By Daniel Dunaief
Male mice, as it turns out, might also be from Mars, while female mice might be from Venus. Looking at specific cells in the brain of rodents, Cold Spring Harbor Laboratory Associate Professor Pavel Osten has found some noteworthy differences in their brain cells.
In the scientific journal Cell, Osten presented data that showed that in 10 out of 11 subcortical regions of the mouse brain, female mice showed greater flexibility and even more cells. These regions of the brain are responsible for reproduction, and social and parenting behaviors. “There were more cells [in these regions] in the female brain, even though the brains tended to be bigger in the males,” Osten said.
These results are part of a multiyear collaboration called the National Institutes of Health’s Brain Initiative Cell Census Network.
In the recent Cell article, Osten indicated that his analysis offered a surprising result in the number of cells of specific types in various regions of the cortex. “Those areas that have higher cognitive functions have different compositions,” he said. The ratios of cell types “vary according to the level of cognitive function.” In retrospect, Osten indicated that he saw the logic in such a cellular organization. “It makes sense that different cortical areas would have different cell type composition tuned to the specific cortical functions,” he explained.
In an email, Hongkui Zeng, the executive director of structured science at the Allen Institute for Brain Science, in Seattle, Washington, suggested that “people never looked at this issue carefully before. She added that the “sexual dimorphism was somewhat expected, but it is still interesting to see the real data.”
Osten used a system called qBrain to see and count inhibitory neurons in the mouse brain. Over the next five years, he and his collaborators will build an online resource database for other researchers that will have distribution maps for numerous cell types throughout the mouse brain.

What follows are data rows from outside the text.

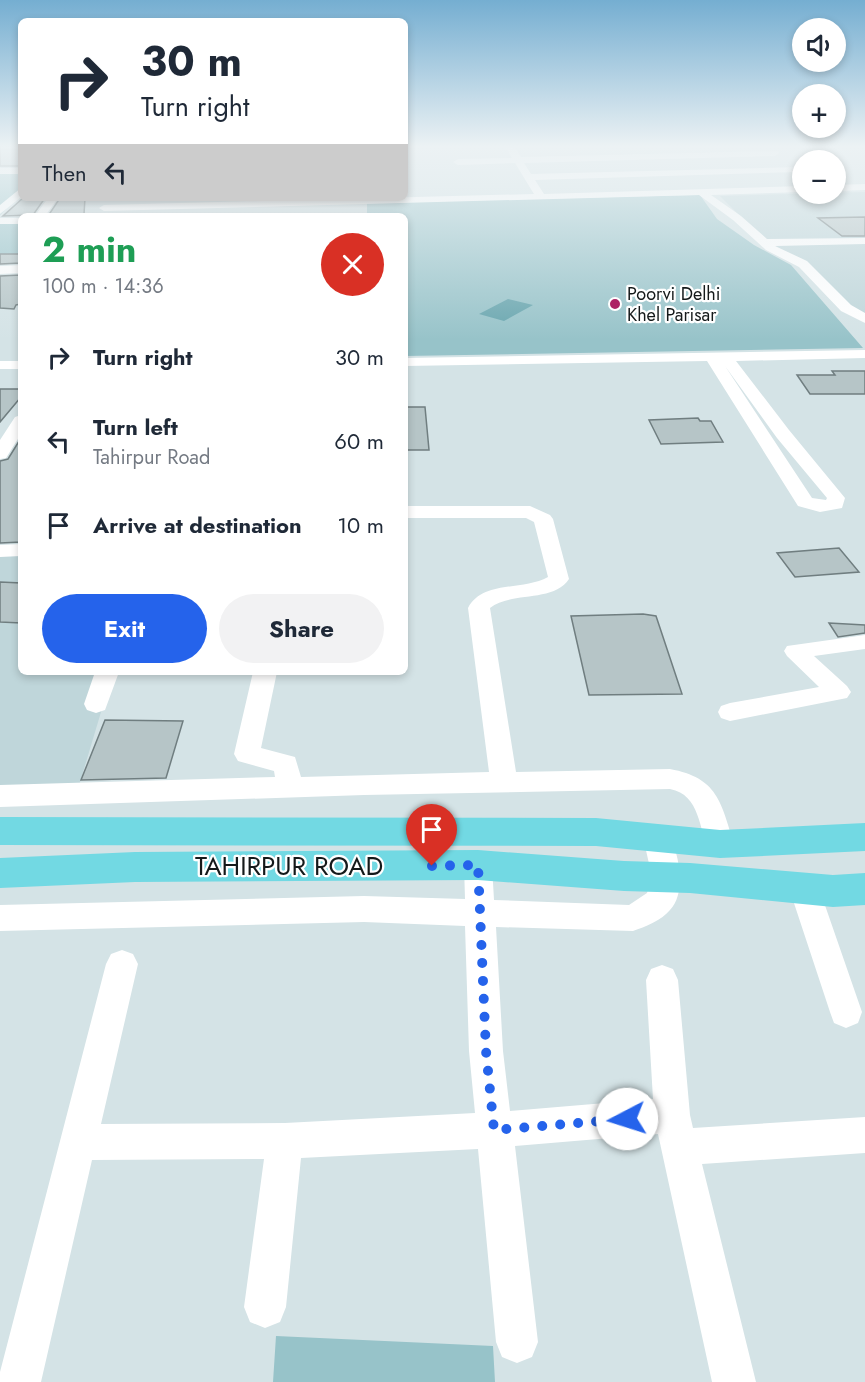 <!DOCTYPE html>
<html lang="en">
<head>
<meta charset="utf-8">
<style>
	body { margin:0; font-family:Jost,sans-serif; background:#f2f2f3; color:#1f2937; height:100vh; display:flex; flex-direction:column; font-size:22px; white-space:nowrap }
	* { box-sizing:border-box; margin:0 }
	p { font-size:20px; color:#747a83 }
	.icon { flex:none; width:33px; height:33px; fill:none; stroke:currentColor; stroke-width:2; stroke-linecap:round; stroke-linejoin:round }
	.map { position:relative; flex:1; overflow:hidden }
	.details { position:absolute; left:18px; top:213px; width:390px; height:462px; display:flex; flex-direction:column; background:#fff; border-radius:9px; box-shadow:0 3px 9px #0003 }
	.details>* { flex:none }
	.hud { position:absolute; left:18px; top:18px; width:390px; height:183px; border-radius:9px; box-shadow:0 3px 9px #0003; background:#fff; color:#1f2937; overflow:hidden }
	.tools { position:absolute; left:792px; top:18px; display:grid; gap:12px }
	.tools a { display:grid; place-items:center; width:54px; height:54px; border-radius:50%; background:#fff; box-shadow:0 3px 9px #0003; font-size:30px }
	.pin { position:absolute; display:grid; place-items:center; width:51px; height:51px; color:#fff; margin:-62px -26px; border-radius:50% 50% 50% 0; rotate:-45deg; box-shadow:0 0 6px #0007 }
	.pin .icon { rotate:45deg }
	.me { position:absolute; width:66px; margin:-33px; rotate:265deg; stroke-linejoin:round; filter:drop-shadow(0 0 4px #0008) }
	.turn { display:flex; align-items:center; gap:21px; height:126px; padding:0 24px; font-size:27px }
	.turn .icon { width:78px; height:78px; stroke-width:2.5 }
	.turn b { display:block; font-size:42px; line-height:51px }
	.then { display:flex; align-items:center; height:57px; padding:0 24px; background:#0003; gap:12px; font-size:22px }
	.round { display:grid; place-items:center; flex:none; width:63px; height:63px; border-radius:32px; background:#f2f2f3 }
	.head { display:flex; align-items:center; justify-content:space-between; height:102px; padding:0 24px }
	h1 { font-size:36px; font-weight:700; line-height:45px; color:#1e9e55 }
	.primary-button { display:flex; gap:12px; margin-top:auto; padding:12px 24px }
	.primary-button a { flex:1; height:69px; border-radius:36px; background:#2563eb; color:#fff; font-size:24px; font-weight:700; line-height:69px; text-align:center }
	.primary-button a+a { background:#f2f2f3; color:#1f2937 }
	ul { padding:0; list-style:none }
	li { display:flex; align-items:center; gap:18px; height:84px; padding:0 24px }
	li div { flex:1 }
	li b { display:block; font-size:22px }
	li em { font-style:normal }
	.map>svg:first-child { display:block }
	.built { fill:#bfd6da }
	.green { fill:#97c3c9 }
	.water { fill:#68a5ae }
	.building { fill:#b6c5c7; stroke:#707e80; stroke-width:1.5 }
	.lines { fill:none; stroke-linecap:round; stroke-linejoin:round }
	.minor { fill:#fff; fill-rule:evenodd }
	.major { fill:#72d9e3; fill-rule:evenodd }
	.route { stroke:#2563eb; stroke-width:10; stroke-dasharray:0 18 }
	.poi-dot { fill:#ad2365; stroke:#fff; stroke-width:2 }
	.labels { text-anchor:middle; stroke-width:4.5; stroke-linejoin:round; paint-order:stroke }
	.far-poi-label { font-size:18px; fill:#14191a; stroke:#fff; text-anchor:start }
	.near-street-label { font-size:26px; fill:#14191a; stroke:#fff }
</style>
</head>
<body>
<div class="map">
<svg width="865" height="1382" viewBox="0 0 865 1382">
	<rect width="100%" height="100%" fill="#d4e3e6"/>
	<path class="built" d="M865 192V323L820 275 762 238 720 196Z
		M21 550V672H113L78 789 0 791V551Z"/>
	<path class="green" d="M0 173H21V193L0 215Z
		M700 195 717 219 754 245 791 265 863 348 405 356V216H367V203Z
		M0 222H21V257H0Z
		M276 1336 493 1346 495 1382H273Z"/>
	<path class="water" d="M508 299 533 305 504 321 479 314Z"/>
	<path class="building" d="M0 146H21V166H0Z
		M23 198H45L33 215 3 216Z
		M60 198H85L84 214 48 216Z
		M865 217V236H842L818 218Z
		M0 254H21V263L0 264Z
		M21 275V304L16 305 14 309 0 308V276Z
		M832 371H865V394H810L797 375H835Z
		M0 389H21V397L0 422Z
		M405 407H425L429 450H405Z
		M698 418 700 421H711L723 442 661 444 649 420Z
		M21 438V542L0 543V461L8 459Z
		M839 548 859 572 795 577 777 553Z
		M0 582 21 583V623L0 622Z
		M643 614 656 616 682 694 589 695 571 616Z
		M829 623 865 625V633L838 637Z
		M105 720 183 721 166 778 81 780Z"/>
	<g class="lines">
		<path class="minor" d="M505 146H514L521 157 778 151 779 153 775 156 524 163 531 174 799 167V171L796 172 535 180 544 194 802 186V192L711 195 741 216 767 239 865 238V244L775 246 807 261 851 305 865 313V323L841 311 799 267 766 250 733 220 699 195 104 211 99 208 104 205 534 194 515 163 458 165 453 162 458 159 512 158Z
			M0 168H21V174H0Z
			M865 184V190L836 191V185Z
			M21 188V197L0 214V205Z
			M48 198H58L45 216H35Z
			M0 218H21V224H0Z
			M21 265V273L0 274V266Z
			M865 350V358L736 361 789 430 845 498 842 508 820 512 798 506 707 361 405 366V358ZM725 366 777 438 827 498 826 500 812 498Z
			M0 361H21V369H0Z
			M21 415V434L6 458 0 459V440L15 417Z
			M405 506H530L550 515 553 519 569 579C553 603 511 591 490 608L516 772 670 769C718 778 721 802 734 844L730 852 720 856 710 852C698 829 701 795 670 789L364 795 0 807V785L275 777 274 771 238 761 234 754 253 672H277L261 748 295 757 301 777 489 772 468 608C483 580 523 591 548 577L534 522 526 518H405Z
			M21 544V556L0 557V545Z
			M865 635V649L814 656 847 686 851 692 847 698 730 721 721 718 718 712 721 706 730 703 819 687 787 656 784 651 787 646Z
			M95 672H119L105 710 96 713 87 710 84 704Z
			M657 826 667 829C678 850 688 891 670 910 662 920 645 927 633 931L496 927 503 1051 510 1111 653 1099 646 980 651 969 662 965 673 969 678 980 690 1115 693 1128 865 1117V1153L702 1164 756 1382H712L658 1134 515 1146 538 1342 532 1357 517 1363 502 1357 496 1342 478 1149 301 1158 286 1307 280 1322 265 1328 250 1322 244 1307 264 1159 92 1160 41 1382H0V1372L106 964 111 954 122 950 133 954 138 964 101 1124 285 1123 475 1113 469 1051 465 926 364 922 0 931V905L364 896 465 899 464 865 468 856 478 853 488 856 492 865 494 900 629 905 647 893 652 877 643 837 647 829Z
			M804 875 814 879 819 888 862 1012 858 1023 846 1028 834 1023 830 1012 789 888 794 879Z"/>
		<path class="major" d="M0 817 596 818 720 830 865 823V851L720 858 596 846 0 845Z
			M478 850 624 861 690 863 833 875 865 873V905L833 907 690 893 624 891 478 880 135 882 0 888V858L135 852Z"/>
	</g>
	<linearGradient id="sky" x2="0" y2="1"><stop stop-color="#75aed1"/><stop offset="0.43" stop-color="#ecf2f4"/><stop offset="1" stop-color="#ecf2f4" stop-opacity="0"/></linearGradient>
	<rect width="865" height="340" fill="url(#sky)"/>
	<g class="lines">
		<path class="route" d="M432 866 478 865 486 1051 494 1130 627 1119"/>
	</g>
	<circle class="poi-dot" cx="615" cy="304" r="6"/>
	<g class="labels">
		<g class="far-poi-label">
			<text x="627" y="300">Poorvi Delhi<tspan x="627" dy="21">Khel Parisar</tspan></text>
		</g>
		<g class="near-street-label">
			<text x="289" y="875">TAHIRPUR ROAD</text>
		</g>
	</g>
</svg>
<div class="tools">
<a><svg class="icon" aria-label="sound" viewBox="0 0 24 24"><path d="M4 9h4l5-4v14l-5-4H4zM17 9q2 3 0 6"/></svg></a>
<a>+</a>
<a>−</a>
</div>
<div class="pin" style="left:432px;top:866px;background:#d93025"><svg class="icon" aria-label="arrive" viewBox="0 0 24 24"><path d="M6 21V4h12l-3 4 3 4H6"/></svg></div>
<svg class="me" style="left:627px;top:1119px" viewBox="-20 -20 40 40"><circle r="19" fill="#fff"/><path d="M0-13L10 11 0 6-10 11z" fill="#2563eb"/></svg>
<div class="hud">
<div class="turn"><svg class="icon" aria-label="right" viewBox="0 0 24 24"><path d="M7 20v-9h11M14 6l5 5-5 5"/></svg><div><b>30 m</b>Turn right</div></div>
<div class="then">Then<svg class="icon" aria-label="left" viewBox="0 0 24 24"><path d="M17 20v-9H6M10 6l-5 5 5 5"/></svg></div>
</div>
<section class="details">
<div class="head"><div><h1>2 min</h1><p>100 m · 14:36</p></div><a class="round" style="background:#d93025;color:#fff"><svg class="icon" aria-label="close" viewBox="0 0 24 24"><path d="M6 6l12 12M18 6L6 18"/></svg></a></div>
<ul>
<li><svg class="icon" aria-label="right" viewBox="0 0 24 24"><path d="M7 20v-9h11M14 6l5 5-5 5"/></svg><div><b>Turn right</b></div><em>30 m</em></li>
<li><svg class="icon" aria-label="left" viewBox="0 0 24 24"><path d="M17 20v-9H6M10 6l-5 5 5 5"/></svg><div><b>Turn left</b><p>Tahirpur Road</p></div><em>60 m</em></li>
<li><svg class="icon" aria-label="arrive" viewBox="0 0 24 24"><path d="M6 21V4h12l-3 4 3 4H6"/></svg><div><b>Arrive at destination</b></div><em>10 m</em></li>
</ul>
<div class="primary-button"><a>Exit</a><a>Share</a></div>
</section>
</div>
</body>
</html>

Osten estimates that there could be hundreds or even a thousand cell types within the brain that are largely uncharacterized in their specialized functions. A cell type is defined by its function in terms of its morphology, including dendritic and axonal branches. These cells are also defined by their physiology, which includes spiking properties, and connectivity, which indicates which cell is talking to other cells.
The anatomy and physiology of the cells will validate these transcriptome single-cell RNAseq studies, which probe for the variability between cells based on their gene expression, which includes differences due to day-to-day variability and differences from distinct cell types.

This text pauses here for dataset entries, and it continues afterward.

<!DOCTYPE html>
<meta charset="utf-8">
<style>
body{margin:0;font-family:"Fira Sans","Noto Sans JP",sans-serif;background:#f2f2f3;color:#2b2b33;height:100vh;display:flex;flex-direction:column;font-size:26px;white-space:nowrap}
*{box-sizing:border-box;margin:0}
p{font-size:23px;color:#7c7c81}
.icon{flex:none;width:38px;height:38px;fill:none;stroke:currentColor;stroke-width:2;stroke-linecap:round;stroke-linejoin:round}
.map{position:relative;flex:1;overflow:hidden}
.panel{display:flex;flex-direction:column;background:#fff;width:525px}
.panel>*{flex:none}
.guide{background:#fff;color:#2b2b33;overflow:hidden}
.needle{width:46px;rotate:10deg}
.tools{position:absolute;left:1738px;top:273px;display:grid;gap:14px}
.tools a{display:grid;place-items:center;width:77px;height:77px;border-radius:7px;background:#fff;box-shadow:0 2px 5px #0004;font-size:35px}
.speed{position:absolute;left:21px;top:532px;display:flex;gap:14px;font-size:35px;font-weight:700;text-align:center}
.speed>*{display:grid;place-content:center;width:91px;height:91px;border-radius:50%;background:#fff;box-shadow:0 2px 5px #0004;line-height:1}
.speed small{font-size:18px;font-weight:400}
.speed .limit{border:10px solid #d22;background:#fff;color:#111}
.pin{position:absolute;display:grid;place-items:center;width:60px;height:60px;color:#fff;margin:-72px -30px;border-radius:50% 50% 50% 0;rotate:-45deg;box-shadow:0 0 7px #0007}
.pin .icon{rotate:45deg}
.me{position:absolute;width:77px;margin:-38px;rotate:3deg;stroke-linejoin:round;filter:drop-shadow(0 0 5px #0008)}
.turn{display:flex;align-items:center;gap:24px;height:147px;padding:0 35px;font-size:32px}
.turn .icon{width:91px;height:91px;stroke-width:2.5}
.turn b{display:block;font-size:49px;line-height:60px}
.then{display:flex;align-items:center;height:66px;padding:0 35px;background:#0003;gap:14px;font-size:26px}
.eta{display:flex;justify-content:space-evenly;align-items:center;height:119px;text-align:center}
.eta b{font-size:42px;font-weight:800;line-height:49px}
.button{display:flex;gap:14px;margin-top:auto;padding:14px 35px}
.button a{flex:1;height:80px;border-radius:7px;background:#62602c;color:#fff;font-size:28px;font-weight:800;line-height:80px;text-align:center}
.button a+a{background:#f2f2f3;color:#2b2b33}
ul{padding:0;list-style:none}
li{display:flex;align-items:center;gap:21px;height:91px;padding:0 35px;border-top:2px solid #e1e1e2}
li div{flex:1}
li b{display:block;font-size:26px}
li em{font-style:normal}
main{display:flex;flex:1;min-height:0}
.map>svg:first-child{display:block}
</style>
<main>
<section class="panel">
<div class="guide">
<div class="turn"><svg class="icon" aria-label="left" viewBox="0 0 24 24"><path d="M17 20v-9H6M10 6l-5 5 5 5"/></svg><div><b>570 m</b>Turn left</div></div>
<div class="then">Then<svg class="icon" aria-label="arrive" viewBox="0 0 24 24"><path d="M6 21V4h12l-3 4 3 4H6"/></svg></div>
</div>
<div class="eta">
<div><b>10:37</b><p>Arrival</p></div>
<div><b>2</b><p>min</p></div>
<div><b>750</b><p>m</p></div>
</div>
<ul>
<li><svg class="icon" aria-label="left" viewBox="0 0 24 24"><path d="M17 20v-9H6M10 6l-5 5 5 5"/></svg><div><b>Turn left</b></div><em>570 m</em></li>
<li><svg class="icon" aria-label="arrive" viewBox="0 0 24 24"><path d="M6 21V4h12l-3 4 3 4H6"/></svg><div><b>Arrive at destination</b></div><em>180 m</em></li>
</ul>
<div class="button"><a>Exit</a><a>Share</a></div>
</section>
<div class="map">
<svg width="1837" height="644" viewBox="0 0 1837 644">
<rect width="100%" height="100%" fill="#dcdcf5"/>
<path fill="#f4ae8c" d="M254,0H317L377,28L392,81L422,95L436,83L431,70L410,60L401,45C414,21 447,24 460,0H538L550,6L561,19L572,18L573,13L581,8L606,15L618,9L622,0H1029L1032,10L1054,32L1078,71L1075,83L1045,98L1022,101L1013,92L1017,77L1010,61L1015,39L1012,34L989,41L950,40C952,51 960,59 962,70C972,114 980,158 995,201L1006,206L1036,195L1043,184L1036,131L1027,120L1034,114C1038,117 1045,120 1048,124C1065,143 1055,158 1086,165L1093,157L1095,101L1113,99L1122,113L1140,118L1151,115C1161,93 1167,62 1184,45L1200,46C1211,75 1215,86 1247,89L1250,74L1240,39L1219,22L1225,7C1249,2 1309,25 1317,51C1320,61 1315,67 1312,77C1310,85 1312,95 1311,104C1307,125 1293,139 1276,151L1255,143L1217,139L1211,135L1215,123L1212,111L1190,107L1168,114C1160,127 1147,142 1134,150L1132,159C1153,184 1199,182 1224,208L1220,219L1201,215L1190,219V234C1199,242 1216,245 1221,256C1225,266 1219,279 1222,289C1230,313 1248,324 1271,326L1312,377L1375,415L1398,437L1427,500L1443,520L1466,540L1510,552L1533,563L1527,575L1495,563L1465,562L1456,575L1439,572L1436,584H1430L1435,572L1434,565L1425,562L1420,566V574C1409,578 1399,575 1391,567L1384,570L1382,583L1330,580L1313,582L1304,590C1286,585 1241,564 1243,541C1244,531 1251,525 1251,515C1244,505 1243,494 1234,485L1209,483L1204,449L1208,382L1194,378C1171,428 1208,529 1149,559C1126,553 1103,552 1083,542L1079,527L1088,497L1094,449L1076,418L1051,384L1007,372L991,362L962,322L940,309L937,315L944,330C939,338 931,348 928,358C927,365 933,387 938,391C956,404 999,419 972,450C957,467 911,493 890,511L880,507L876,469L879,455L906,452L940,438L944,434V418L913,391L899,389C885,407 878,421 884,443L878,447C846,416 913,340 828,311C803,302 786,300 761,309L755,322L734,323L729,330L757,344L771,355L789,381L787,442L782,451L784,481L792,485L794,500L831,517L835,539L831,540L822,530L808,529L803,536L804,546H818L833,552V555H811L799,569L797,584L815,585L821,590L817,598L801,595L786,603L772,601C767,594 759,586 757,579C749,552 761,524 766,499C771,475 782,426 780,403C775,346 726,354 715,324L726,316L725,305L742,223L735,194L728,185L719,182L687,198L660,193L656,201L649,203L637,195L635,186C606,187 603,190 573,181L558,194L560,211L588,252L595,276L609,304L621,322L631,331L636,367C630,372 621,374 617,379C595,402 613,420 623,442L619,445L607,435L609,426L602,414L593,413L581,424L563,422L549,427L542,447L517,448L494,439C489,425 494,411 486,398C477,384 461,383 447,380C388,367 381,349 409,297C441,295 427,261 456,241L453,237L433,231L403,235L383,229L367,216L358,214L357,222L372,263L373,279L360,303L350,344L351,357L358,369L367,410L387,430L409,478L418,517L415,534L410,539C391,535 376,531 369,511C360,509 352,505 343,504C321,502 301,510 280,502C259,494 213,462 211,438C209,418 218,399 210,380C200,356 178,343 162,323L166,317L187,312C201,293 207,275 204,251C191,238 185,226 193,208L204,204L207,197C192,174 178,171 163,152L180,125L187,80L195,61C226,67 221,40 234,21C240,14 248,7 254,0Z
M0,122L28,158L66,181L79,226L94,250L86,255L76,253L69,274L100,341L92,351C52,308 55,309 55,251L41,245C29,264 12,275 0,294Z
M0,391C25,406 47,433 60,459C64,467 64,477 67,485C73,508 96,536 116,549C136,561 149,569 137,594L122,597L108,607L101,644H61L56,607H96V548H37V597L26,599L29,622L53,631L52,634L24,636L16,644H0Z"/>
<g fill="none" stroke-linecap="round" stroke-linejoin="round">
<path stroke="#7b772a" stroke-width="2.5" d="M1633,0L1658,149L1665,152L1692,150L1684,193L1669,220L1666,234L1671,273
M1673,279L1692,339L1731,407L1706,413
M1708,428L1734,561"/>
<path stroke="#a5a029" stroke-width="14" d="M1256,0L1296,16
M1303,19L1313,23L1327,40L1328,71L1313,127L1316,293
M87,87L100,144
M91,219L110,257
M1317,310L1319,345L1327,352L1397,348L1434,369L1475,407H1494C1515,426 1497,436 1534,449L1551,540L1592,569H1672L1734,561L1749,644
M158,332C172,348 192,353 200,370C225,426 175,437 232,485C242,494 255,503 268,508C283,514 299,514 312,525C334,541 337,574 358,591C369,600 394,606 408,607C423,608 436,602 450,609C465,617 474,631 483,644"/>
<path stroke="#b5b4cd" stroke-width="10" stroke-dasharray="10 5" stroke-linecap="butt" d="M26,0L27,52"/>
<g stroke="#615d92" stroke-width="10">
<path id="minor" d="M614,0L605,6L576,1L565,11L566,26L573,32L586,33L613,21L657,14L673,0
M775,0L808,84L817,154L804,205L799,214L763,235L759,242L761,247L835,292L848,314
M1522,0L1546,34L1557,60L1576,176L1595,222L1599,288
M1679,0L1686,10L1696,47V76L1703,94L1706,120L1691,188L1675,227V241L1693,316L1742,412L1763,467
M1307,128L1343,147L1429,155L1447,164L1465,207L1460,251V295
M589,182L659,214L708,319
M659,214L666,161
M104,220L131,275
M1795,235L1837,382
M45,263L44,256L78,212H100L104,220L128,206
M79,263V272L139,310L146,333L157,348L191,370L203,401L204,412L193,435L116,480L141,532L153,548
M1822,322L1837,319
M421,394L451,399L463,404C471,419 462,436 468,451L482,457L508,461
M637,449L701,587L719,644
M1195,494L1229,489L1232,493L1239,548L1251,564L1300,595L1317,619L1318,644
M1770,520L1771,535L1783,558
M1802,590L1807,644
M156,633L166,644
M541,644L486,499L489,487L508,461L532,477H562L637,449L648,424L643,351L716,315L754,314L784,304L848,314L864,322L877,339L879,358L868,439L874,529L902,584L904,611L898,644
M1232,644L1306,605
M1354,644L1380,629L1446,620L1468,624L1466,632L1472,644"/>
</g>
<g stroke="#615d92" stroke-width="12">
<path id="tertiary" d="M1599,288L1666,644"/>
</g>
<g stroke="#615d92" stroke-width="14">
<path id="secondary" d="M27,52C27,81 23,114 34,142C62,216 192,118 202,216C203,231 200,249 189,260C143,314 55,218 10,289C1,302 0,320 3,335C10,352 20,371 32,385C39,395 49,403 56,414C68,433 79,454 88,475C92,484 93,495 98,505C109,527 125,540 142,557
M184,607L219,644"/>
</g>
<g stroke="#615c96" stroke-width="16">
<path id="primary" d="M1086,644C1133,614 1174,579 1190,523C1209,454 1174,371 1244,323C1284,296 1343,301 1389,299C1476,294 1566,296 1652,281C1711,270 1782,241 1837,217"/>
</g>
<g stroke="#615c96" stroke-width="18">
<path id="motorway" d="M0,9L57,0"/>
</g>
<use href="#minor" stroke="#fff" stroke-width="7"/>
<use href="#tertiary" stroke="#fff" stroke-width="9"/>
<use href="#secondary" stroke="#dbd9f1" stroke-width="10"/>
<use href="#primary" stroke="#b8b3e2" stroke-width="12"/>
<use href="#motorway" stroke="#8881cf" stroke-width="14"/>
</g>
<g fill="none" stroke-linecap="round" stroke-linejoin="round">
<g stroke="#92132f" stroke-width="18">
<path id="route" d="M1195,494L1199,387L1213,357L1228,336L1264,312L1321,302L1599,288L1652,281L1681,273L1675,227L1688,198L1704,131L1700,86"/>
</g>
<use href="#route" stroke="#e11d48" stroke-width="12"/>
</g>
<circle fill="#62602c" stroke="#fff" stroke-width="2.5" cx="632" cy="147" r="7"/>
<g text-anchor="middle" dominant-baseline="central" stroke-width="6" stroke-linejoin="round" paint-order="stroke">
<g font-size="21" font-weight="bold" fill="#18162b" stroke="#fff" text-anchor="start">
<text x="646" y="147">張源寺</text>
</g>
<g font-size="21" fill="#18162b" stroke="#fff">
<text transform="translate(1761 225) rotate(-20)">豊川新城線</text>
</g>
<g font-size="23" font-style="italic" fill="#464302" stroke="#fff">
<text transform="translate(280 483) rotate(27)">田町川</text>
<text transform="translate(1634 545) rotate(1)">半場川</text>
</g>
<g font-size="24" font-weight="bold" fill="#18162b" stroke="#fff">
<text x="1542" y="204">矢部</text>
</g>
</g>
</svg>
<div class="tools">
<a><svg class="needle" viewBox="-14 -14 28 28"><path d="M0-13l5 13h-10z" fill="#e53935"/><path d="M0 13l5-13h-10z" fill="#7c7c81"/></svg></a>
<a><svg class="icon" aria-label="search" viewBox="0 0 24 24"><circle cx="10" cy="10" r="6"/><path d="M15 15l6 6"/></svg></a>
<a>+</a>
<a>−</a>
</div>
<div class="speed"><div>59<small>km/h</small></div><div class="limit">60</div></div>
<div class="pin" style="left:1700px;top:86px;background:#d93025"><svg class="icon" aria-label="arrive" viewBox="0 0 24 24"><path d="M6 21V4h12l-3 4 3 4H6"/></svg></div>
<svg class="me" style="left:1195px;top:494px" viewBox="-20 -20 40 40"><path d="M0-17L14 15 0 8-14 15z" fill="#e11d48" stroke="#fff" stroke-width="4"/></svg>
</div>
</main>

By analyzing the location and modulatory functions of these cell types, Osten would like to determine ways human brains differ from other animal brains. “In the human, we can mainly analyze the location and distribution which includes the ratios of specific cell types and our hypothesis is that fine-tuning the ratios of neuronal cell types may be a powerful evolutionary mechanism for building more efficient circuits and possibly even for distinguishing between human and other animals,” Osten explained in an email.
Humans, he continued, don’t have the largest brains or the most neurons. At one point, spindle neurons were considered unique to humans, but other researchers have shown that great apes, elephants and cetaceans, which is a group that includes whales and dolphins, also have them.
Osten’s hypothesis is that one of the differences is that the ratios of cells of different types built a computational circuit that’s more powerful than the ones in other species.
When he studies mouse brains, Osten collects information across the entire brain. With humans, he explores one cubic centimeter. The human work is just starting in his lab and represents a collaboration with Zsófia Maglóczky from the Hungarian Academy of Sciences at the Institute of Experimental Medicine in Budapest.
Each mouse brain dataset is between 200 gigabytes and 10 terabytes, depending on the resolution Osten uses to image the brain. He can process 10 terabytes of data in about a week.
Osten uses machine learning algorithms that develop with guidance from human experts. This comes from a long-standing collaboration with Sebastian Seung, a professor of computer science at Princeton University.
He suggested that the research has a translational element as well, offering a way to study cellular and wiring elements characteristic of diseases. “We are looking at several of the models that are well established for autism.” He is also planning to write grants to find funds that supports the analysis of brains from people with schizophrenia and Alzheimer’s disease.
The analysis is a promising avenue of research, other scientists said. “It will be extremely interesting to compare the ratio of different cell types in various diseased brains with normal healthy brains, to see if the diseases may preferentially affect certain cell types and why and how,” Zeng explained in an email. “This could be very helpful for us to devise therapeutic means” to treat diseases.
Zeng has known Osten for about seven years. Last year, she began a collaboration using qBrain to quantify cell types.
A current resident of Williamsburg, where his reverse commute is now about 40 minutes, Osten works with a company he and Seung started called Certerra, which provides a rapid analysis of brain activity at different times. The company, located in Farmingdale, has a growing customer base and has a staff of about five people.
As for the recent work, researchers suggested it would help continue to unlock mysteries of the brain. This research is “a basic but important step toward understanding how the brain works,” Zeng added. “This paper provides a new and efficient approach that will be powerful when combined with genetic tools that can label different cell types.”